Vivendo os pais de Sofia, Liliane Rovaris e José Karini extraem o máximo de seus ótimos personagens, valorizando com extrema sensibilidade tanto seus conflitos pessoais quanto sua angústia referente ao desaparecimento da filha. Finalmente, Polly Marinho. Na pele de Mara Maluca, a atriz consegue o notável feito de materializar tanto a inaudita violência da personagem quanto sua desproteção e fragilidade, afora exibir grandes méritos de comediante quando algumas situações permitem o humor. Sem dúvida, uma das performances mais vigorosas da atual temporada.
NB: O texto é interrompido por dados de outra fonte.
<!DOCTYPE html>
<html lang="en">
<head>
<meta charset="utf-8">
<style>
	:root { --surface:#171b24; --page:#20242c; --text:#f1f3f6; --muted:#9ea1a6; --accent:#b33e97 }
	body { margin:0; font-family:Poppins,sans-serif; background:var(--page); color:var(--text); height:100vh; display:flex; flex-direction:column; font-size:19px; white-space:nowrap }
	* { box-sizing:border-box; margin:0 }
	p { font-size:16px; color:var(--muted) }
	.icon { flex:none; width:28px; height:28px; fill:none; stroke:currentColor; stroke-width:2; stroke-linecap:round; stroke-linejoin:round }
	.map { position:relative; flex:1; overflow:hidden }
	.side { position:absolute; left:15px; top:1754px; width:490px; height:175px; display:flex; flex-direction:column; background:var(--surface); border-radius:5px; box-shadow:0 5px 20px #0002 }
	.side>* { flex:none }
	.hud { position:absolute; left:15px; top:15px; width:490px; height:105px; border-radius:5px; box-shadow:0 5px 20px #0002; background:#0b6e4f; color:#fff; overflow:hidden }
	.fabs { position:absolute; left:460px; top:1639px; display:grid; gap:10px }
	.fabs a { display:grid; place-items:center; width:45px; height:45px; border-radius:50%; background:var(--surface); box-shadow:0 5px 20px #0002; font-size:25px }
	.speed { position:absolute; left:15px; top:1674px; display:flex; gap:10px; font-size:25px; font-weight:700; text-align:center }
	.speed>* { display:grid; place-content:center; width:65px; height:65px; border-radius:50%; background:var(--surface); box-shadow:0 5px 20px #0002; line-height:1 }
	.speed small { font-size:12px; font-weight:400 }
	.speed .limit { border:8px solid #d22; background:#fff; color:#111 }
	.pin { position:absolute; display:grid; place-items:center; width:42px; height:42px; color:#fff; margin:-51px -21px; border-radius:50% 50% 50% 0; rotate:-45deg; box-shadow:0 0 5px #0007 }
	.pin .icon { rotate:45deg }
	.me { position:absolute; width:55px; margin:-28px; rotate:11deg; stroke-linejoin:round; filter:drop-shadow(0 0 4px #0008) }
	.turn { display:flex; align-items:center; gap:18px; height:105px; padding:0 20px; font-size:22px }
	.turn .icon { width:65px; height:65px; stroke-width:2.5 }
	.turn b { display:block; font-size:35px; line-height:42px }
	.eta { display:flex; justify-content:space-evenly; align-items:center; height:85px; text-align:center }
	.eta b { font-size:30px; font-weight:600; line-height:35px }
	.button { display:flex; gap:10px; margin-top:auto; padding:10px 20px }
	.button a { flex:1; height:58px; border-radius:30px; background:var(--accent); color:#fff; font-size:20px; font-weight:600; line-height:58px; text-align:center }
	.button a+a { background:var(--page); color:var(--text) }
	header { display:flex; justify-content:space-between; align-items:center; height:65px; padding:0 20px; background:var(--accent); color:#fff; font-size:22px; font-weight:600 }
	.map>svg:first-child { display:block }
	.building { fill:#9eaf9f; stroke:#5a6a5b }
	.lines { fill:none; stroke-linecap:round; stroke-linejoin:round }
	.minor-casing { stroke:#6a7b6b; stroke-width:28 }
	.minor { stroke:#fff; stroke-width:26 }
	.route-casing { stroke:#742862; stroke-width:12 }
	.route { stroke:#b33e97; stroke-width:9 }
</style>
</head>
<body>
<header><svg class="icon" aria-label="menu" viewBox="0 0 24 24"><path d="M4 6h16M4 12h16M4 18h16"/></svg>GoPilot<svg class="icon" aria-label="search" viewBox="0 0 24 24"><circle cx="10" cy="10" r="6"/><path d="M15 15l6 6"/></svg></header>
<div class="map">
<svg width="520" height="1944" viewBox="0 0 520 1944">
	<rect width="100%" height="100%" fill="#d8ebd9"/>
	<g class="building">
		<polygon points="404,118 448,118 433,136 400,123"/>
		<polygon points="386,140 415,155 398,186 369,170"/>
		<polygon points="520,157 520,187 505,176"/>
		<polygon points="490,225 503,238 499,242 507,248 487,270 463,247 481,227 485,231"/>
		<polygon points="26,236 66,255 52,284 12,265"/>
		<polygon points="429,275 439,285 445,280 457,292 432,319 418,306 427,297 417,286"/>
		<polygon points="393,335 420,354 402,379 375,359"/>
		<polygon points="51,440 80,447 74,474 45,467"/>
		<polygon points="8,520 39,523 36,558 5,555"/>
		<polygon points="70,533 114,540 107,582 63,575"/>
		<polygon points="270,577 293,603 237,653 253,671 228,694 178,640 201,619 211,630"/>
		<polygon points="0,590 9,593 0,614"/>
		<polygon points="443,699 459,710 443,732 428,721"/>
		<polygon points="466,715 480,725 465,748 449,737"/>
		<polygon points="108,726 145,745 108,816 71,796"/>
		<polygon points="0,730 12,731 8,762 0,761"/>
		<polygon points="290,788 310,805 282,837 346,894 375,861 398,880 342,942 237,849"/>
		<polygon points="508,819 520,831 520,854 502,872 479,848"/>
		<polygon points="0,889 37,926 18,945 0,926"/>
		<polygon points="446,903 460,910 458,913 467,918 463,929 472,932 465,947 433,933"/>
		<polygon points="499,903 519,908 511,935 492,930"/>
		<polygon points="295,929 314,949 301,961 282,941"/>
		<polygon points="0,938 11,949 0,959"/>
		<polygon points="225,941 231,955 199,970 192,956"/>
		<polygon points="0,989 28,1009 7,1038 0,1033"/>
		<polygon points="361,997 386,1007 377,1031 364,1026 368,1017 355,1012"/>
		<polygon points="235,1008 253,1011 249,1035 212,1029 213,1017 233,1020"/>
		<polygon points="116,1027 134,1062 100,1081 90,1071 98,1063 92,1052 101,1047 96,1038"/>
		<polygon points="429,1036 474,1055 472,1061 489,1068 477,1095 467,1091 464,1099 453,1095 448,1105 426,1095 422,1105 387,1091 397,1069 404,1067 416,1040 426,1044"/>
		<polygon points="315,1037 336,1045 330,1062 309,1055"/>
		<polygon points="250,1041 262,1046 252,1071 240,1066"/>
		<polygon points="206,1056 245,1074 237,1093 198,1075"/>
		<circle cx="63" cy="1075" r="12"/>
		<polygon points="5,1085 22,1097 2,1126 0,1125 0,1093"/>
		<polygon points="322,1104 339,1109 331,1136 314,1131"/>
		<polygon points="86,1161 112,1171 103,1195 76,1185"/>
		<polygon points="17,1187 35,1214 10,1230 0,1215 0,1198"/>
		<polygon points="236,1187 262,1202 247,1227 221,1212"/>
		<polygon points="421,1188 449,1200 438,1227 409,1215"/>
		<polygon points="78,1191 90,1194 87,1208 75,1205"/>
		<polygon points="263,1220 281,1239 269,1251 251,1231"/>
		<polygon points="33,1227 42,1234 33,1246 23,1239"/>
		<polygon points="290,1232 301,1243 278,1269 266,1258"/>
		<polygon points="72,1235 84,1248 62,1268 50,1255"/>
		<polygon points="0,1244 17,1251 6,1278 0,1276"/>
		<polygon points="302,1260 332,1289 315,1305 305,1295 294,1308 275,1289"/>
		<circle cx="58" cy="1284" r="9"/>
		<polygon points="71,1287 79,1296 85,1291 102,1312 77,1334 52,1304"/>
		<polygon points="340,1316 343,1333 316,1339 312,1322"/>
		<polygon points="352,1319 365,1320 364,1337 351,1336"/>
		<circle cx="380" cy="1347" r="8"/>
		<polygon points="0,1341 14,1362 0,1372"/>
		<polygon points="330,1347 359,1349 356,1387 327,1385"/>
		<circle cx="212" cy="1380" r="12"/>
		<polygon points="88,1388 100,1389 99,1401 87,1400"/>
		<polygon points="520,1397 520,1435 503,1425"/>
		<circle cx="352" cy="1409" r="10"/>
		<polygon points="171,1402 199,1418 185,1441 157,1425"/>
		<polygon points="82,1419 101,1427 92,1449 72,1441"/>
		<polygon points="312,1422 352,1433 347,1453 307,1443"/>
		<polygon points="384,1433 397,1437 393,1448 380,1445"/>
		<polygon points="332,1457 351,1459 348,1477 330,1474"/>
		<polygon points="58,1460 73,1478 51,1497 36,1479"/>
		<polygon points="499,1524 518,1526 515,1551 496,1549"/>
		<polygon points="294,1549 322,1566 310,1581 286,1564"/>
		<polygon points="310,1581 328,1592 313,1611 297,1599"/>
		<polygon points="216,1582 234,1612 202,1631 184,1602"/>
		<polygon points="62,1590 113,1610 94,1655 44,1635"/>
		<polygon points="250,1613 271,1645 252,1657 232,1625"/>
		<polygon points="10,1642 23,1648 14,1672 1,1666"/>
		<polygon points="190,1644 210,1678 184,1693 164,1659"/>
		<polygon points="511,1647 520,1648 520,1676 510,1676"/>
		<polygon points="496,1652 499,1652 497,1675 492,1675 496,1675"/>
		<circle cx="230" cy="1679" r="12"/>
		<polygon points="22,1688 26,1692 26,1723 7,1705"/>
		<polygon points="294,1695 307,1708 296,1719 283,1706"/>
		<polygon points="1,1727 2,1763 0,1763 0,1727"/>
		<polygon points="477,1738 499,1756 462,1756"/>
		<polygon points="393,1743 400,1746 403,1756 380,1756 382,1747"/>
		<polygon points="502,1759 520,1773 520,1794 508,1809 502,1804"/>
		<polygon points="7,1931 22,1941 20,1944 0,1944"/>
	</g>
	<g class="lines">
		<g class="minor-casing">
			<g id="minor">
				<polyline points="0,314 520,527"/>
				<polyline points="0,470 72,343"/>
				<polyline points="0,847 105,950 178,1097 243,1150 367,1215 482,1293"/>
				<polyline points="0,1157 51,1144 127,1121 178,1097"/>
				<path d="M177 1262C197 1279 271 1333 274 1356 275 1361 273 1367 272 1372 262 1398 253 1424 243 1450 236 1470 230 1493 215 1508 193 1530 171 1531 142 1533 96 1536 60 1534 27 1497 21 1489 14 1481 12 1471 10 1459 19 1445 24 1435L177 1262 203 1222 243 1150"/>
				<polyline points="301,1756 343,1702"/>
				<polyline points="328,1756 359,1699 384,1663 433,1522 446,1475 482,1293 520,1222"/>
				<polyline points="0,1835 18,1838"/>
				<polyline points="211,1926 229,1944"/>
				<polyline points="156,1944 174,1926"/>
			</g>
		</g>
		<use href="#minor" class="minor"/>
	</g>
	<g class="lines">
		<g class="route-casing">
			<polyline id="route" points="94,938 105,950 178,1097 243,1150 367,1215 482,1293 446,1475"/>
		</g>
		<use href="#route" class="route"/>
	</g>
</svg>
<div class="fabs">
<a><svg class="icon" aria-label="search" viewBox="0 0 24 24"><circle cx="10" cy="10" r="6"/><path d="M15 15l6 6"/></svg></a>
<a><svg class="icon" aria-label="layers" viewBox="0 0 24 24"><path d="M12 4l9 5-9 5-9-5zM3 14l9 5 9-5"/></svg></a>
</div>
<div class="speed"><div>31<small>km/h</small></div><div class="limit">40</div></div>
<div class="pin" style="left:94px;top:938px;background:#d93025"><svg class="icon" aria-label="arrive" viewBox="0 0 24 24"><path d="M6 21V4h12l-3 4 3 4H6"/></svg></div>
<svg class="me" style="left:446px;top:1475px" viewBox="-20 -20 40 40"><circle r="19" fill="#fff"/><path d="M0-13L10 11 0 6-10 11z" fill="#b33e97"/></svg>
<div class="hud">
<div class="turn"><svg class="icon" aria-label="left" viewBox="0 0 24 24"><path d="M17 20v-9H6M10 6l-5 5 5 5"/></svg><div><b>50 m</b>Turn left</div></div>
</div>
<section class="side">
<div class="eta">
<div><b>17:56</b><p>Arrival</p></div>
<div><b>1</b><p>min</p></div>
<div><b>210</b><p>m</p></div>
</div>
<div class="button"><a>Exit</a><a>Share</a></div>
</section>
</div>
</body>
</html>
Na equipe técnica, é excelente a trilha sonora assinada por João Mader Bellotto, Pedro Richaid e Tony Bellotto, que muito contribui para reforçar a tensão da narrativa. Também de excelente nível a iluminação de Rodrigo Belay, que sublinha e enfatiza com sensibilidade todos os climas emocionais em jogo. Quanto aos figurinos de Bruno Perlatto, não entendi sua proposta de, quem sabe para fugir ao realismo, criar algumas vestimentas um tanto histriônicas que em nada contribuem para definir o contexto e as personalidades nele envolvidas. E menos ainda entendi por que os personagens exibem olheiras nitidamente marcadas: seria para reforçar a suposta insônia a eles inerente? Se foi essa a intenção, sugiro apaixonadamente que todas as olheiras sejam removidas, posto que a insônia em questão é muito mais existencial do que física. No que se refere à cenografia de Lorena Lima, teria sido sua intenção, através de vários montes de papel branco, sugerir a presença (ainda que simbólica) de cocaína? Se foi, ainda assim o resultado é não apenas confuso, como plasticamente pouco expressivo.
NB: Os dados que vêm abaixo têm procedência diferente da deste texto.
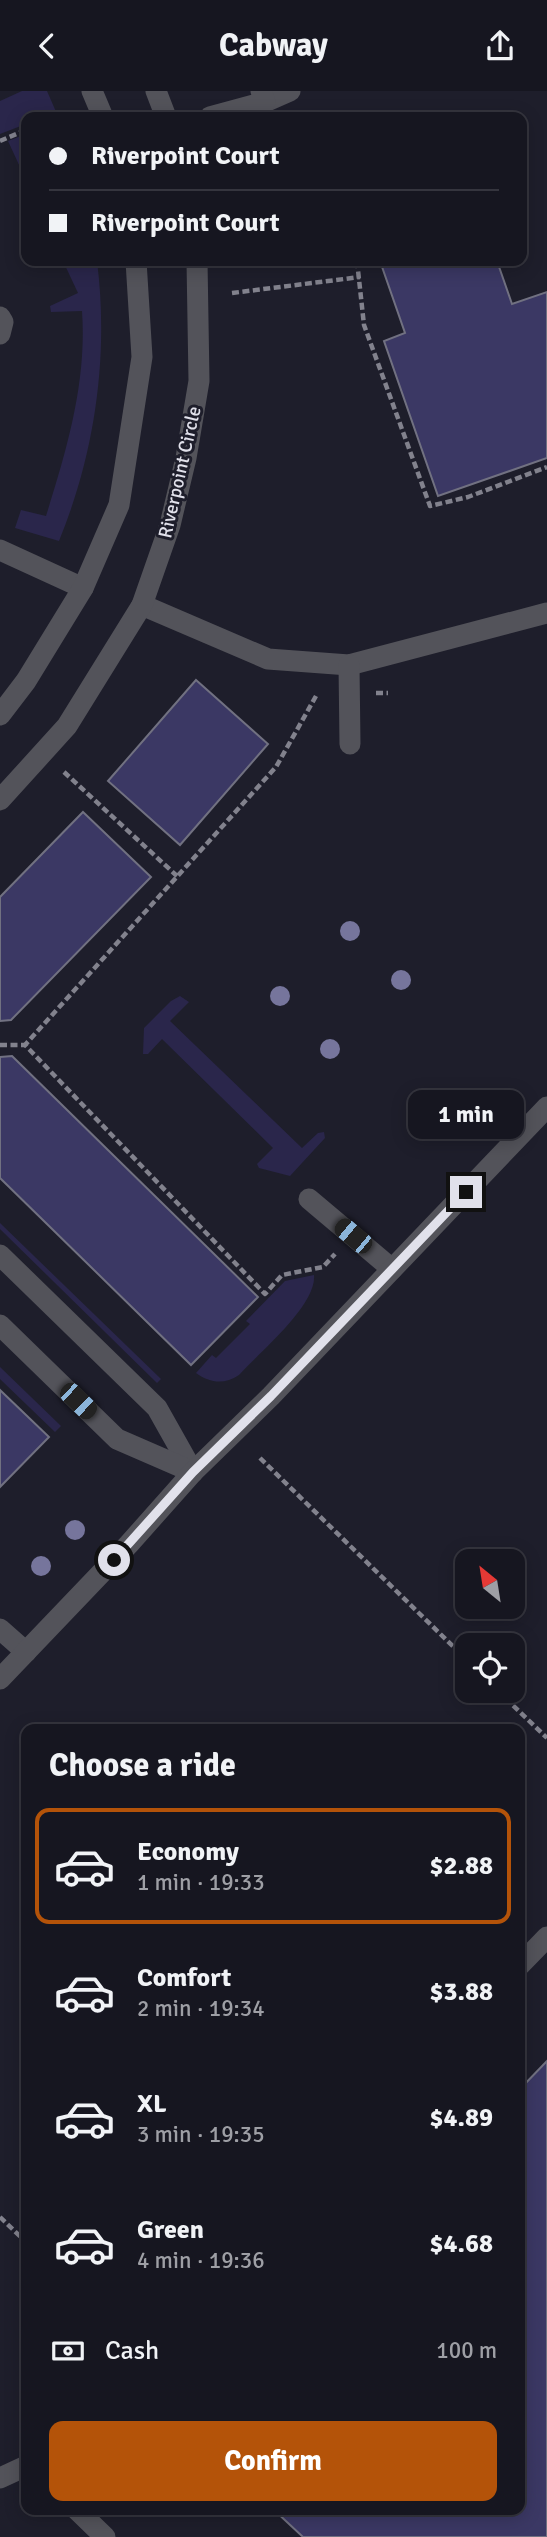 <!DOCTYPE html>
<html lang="en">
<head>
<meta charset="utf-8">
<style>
  body { margin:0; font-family:Signika,sans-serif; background:#23232d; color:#f1f3f6; height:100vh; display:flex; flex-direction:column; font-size:26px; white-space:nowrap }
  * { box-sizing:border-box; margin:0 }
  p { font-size:23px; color:#9e9fa5 }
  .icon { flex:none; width:38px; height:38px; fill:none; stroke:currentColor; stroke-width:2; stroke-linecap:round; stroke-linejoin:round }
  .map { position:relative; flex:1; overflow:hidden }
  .sheet { position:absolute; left:21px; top:1633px; width:504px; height:791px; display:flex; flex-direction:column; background:#161620; border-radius:14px; box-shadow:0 4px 18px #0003,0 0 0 2px #35353e }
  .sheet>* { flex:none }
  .hud { position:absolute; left:21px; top:21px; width:506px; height:154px; border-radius:14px; box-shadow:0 4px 18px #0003,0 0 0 2px #35353e; display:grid; align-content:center; height:154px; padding:0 28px; background:#161620 }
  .needle { width:46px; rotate:330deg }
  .fabs { position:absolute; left:455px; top:1458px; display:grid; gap:14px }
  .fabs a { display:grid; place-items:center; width:70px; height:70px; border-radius:14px; background:#161620; box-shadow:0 4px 18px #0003,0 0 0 2px #35353e; font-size:35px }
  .end { position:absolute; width:32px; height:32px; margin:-16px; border:9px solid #e1e1eb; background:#111; box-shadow:0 0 0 4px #111 }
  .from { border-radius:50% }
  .bubble { position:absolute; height:49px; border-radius:14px; background:#161620; box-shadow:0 4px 18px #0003,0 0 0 2px #35353e; font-size:23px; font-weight:700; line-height:49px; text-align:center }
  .car { position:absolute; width:21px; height:42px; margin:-21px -10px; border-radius:9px; box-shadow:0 0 5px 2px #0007; background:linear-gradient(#222 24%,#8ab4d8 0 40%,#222 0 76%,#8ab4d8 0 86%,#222 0) }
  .hud b { display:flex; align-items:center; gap:24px; height:66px; font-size:26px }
  .hud b+b { border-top:2px solid #35353e }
  .hud i { width:18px; height:18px; background:#f1f3f6 }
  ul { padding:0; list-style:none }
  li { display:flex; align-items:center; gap:21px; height:116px; margin:0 14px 10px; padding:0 14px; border:4px solid transparent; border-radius:14px }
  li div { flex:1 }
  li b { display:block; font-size:26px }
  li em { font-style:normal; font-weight:700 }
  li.current { border-color:#b45309 }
  li>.icon { width:63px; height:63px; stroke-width:1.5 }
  h2 { padding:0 28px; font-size:32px; line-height:84px }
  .pay { display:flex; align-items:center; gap:18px; height:77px; padding:0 28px; font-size:26px }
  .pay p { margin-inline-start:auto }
  .action { display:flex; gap:14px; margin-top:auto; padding:14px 28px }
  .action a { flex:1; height:80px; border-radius:14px; background:#b45309; color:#fff; font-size:28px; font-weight:700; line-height:80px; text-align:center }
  header { display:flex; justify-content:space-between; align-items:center; height:91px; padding:0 28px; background:#161620; font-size:32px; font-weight:700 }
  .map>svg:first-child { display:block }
  .green { fill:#2a264b }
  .building { fill:#3b3864; stroke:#717181; stroke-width:2 }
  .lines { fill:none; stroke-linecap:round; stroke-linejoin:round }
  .path { stroke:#82828d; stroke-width:4.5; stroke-dasharray:7 3.5; stroke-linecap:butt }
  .minor { stroke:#53535a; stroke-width:21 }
  .tree { fill:#76759c }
  .route { stroke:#e1e1eb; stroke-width:9 }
  .labels { text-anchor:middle; stroke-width:6; stroke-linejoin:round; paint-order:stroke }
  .street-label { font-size:19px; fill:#e1e1eb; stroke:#1e1e2b }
</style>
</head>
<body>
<header><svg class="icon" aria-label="back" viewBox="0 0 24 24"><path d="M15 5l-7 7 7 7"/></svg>Cabway<svg class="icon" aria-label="share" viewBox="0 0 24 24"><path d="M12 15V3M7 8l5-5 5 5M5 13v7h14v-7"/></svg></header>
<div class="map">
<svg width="547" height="2446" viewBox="0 0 547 2446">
  <rect width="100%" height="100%" fill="#1e1e2b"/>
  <g class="green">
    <path d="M22,0H47L57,23L26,26V33L0,43V10Z"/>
    <path d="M26,43V89L8,50Z"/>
    <path d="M63,170H97C109,265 95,362 59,450L15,437L21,419L46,425C67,358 87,291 82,220L51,221L50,215L78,202Z"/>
    <path d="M180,905L189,911L170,930L302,1057L318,1042L324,1041L325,1047L290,1085L259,1077L257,1073L273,1057L162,948L148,963H143L144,937L171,910Z"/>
    <path d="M0,1132L161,1288L157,1292L0,1138Z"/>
    <path d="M314,1184C317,1214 260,1261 239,1284C224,1294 210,1292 196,1282L212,1264L216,1267L250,1233L246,1230L285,1190Z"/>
    <path d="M0,1276L61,1335L55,1341L0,1288Z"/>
  </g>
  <g class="building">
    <path d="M380,170H497L512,213L547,201V367L438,405L384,250L405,242Z"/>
    <path d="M196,589L268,653L180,754L108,690Z"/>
    <path d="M83,721L151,786L11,929L0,930V806Z"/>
    <path d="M12,965L258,1206L191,1274L0,1087V966Z"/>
    <path d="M0,1299L49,1346L0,1396Z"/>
    <path d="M547,1970V2446H303L273,2418H520V1998Z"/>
  </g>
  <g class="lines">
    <g class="path">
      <path d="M0,50L26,39"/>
      <path d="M522,70H523"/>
      <path d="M357,170L364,234L430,415L468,406L547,376"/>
      <path d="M232,202L360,186"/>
      <path d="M376,602H388"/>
      <path d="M316,605L276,676L25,954L265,1203L282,1184L323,1176L335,1163"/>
      <path d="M64,681L177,785"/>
      <path d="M0,954H25"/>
      <path d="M260,1367L467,1569"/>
      <path d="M498,1600L547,1647"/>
      <path d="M0,2126L26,2151"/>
    </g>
    <g class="minor">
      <path d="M92,0L103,26"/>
      <path d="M156,0L166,26"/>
      <path d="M265,11L290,0"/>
      <path d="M210,26L265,11L261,0"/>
      <path d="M0,226L3,231L0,243"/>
      <path d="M0,459L83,497"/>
      <path d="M142,514L268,568L349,574L547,522"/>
      <path d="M349,574L350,653"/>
      <path d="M0,624L26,590L83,497L119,414L142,266L136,170"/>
      <path d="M0,709L67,635L142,514L170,434L186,367L199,290L197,170"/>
      <path d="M309,1108L392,1178"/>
      <path d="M0,1164L157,1317L193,1381"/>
      <path d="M0,1234L117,1348L193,1381"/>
      <path d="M0,1538L26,1561"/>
      <path d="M0,1588L129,1453L193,1381L271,1305L547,1016"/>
      <path d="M520,1874L547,1846"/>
      <path d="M0,2387L26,2375"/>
      <path d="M76,2418L105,2446"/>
    </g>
  </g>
  <g class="tree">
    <circle cx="350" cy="840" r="10"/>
    <circle cx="401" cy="889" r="10"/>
    <circle cx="280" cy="905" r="10"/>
    <circle cx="330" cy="958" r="10"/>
    <circle cx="75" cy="1439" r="10"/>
    <circle cx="41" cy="1475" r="10"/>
  </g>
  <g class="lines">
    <path class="route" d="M114,1469L193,1381L271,1305L466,1101"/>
  </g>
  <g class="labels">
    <g class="street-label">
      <text transform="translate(179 381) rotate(-77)" y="7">Riverpoint Circle</text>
    </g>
  </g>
</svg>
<div class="fabs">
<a><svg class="needle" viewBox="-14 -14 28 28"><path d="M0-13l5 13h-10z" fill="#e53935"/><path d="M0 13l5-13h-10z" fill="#9e9fa5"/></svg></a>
<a><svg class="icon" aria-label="locate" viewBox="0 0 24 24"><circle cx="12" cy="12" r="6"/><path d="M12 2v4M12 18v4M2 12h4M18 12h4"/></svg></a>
</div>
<i class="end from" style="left:114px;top:1469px"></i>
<i class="end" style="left:466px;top:1101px"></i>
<div class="bubble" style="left:408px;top:999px;width:116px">1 min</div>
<i class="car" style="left:353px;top:1145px;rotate:310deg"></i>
<i class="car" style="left:78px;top:1310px;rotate:134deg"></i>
<div class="hud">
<b><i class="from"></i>Riverpoint Court</b>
<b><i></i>Riverpoint Court</b>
</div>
<section class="sheet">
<h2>Choose a ride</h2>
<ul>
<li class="current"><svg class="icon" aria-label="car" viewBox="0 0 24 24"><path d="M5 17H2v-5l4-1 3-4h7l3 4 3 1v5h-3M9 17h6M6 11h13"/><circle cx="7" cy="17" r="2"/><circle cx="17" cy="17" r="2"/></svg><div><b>Economy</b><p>1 min · 19:33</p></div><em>$2.88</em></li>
<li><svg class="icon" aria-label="car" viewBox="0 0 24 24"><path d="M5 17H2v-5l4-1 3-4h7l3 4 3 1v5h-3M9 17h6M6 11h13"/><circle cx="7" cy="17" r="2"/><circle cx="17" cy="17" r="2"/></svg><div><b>Comfort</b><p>2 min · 19:34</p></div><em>$3.88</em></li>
<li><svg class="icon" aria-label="car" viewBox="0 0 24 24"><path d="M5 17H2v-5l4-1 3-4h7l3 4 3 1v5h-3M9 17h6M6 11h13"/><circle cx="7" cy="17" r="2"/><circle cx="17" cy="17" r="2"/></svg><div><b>XL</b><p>3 min · 19:35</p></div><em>$4.89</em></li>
<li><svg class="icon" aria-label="car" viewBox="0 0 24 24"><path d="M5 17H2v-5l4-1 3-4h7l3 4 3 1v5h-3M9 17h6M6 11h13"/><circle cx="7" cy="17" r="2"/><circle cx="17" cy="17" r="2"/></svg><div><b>Green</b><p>4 min · 19:36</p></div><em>$4.68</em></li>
</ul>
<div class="pay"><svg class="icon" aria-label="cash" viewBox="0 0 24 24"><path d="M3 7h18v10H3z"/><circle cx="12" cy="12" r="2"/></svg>Cash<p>100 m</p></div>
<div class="action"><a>Confirm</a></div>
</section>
</div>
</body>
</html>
OS INSONES - Texto original de Tony Bellotto. Adaptação e direção de Erika Mader. Com Amanda Grimaldi, André Frazzi, Guilherme Ferraz, Izak Dahora, José Karini, Leonardo Bianchi, Liliane Rovaris, Marcos Ácher, Polly Marinho, Sol Menezzes e Yuri Ribeiro. Teatro do Leblon (Sala Fernanda Montenegro). Terças e quartas, 21hs.